The electronic version of this article is the complete one and can be found online at: http://www.biomedcentral.com/1471-2350/8/59


Received:6 April 2007
Accepted:5 September 2007
Published:5 September 2007

© 2007 Cavallari et al; licensee BioMed Central Ltd.

This is an Open Access article distributed under the terms of the Creative Commons Attribution License (http://creativecommons.org/licenses/by/2.0), which permits unrestricted use, distribution, and reproduction in any medium, provided the original work is properly cited.

Abstract

Background

The platelet P2Y12 receptor plays a key role in platelet activation.
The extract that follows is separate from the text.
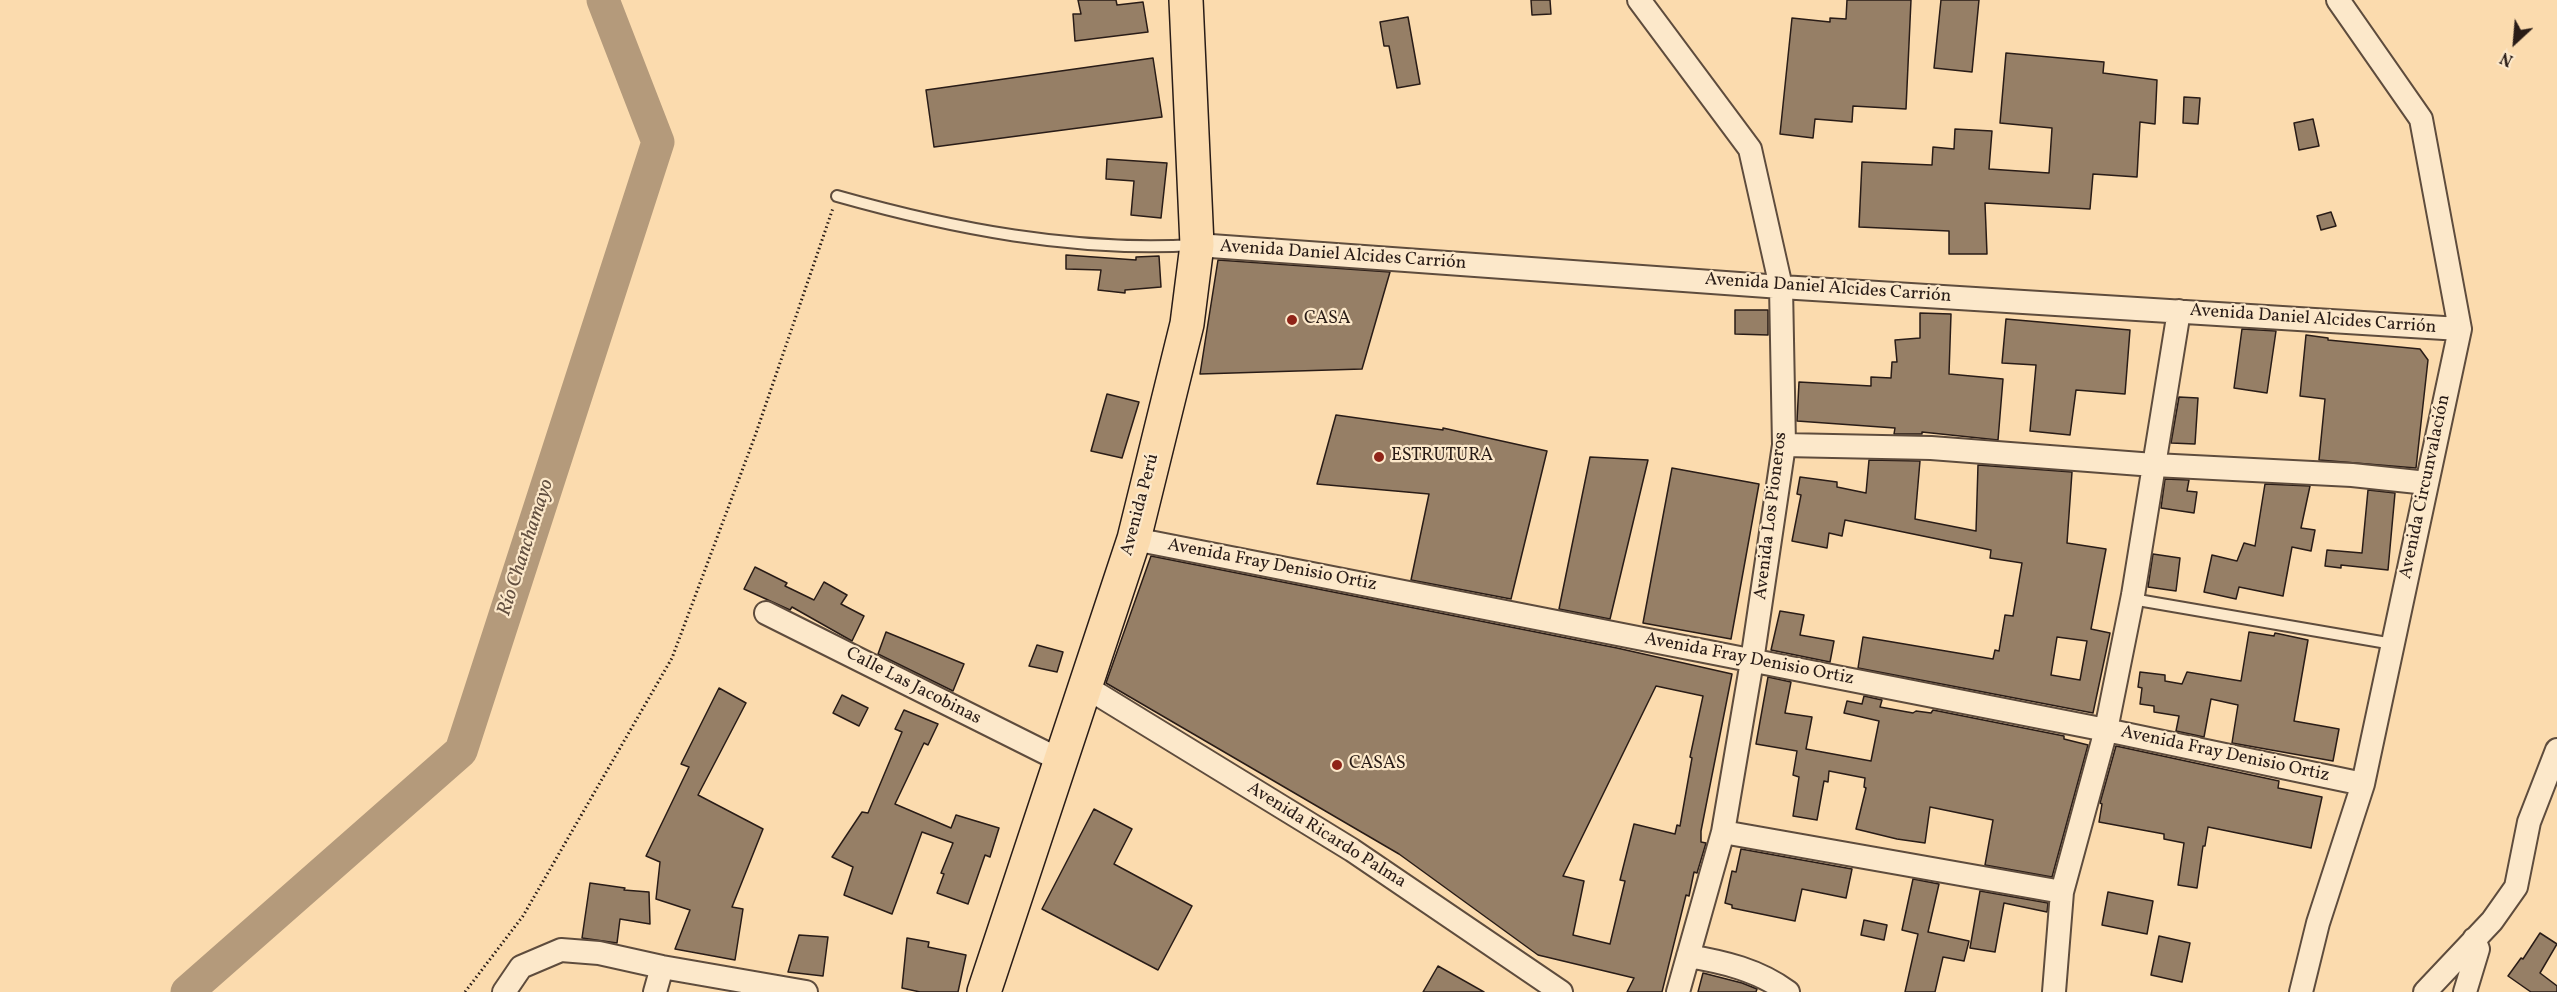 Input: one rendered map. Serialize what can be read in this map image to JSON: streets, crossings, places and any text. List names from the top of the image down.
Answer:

The H2 haplotype of the P2Y12 receptor gene (P2RY12) has been found to be associated with maximal aggregation response to adenosine diphosphate (ADP) and with increased risk for peripheral arterial disease. No data are available on its association with coronary artery disease (CAD).

Methods

The H2 haplotype of the P2RY12 was determined in 1378 unrelated patients of both sexes selected according to the presence of significant coronary artery disease (CAD group) or having normal coronary angiogram at cardiac catheterization (CAD-free group). Significant coronary artery disease was angiographically determined, and was defined as a greater than 50% visually estimated luminal diameter stenosis in at least one major epicardial coronary artery.

Results

In the studied population 71.9% had CAD (n = 991) and 28.1% had normal coronary angiogram (n = 387). H2 haplotype carriers were more frequent in the CAD group (p = 0.03, OR = 1.36, 95%CI = 1.02–1.82). The H2 haplotype was significantly associated with CAD in non-smokers (p = 0.007, OR = 1.83 95%CI = 1.17–2.87), but not in smokers. The association remained significant after adjustment for other covariates (age, triglycerides, HDL, hypertension, diabetes) by multivariate logistic regression (p = 0.004, OR = 2.32 95%CI = 1.30–4.15).

Conclusion

Gene sequence variations of the P2Y12 receptor gene are associated with the presence of significant CAD, particularly in non-smoking individuals.

Background

Platelets play a key role in the pathophysiology of atherosclerotic disease and its complications [1,2]. Importantly, platelet function varies considerably among individuals and subjects with enhanced platelet reactivity have increased atherothrombotic risk [3]. The adenosine diphosphate (ADP) P2Y12 receptor plays a central role in platelet activation [4]. The relevance of this receptor is demonstrated by the clinical benefit obtained in patients when it is blocked by the P2Y12 receptor antagonist clopidogrel [5,6]. Recently, Fontana et al. identified two functional haplotypes designated as H1 and H2, tagged by 4 single nucleotide polymorphisms (SNPs) in absolute linkage disequilibrium (i-C139T, i-T744C, i-ins801A, G52T). Importantly, the minor haplotype (H2) was found to be associated with enhanced platelet reactivity suggesting a role for gene sequence variations of the P2Y12 receptor in atherothrombotic processes [7]. Notably, the H2 haplotype has also shown to be associated with peripheral arterial disease [8]. However, its association with coronary atherosclerotic disease has still been poorly explored. To investigate whether this H2 haplotype of the P2Y12 receptor gene may be associated with coronary artery disease, we studied the distribution of the i-T744C SNP in 1378 unrelated patients, selected according to the presence of significant coronary artery disease (N = 991) or of normal coronary angiogram at cardiac catheterization (N = 387).

Methods

Study population

A total of 1945 consecutive subjects undergoing cardiac catheterization at the University Hospital of Verona were recruited from 1996 to 2005. All subjects were unrelated and of Italian origin from the same geographic area in North-Eastern Italy. Further details on the enrolling criteria have been described elsewhere [9,10].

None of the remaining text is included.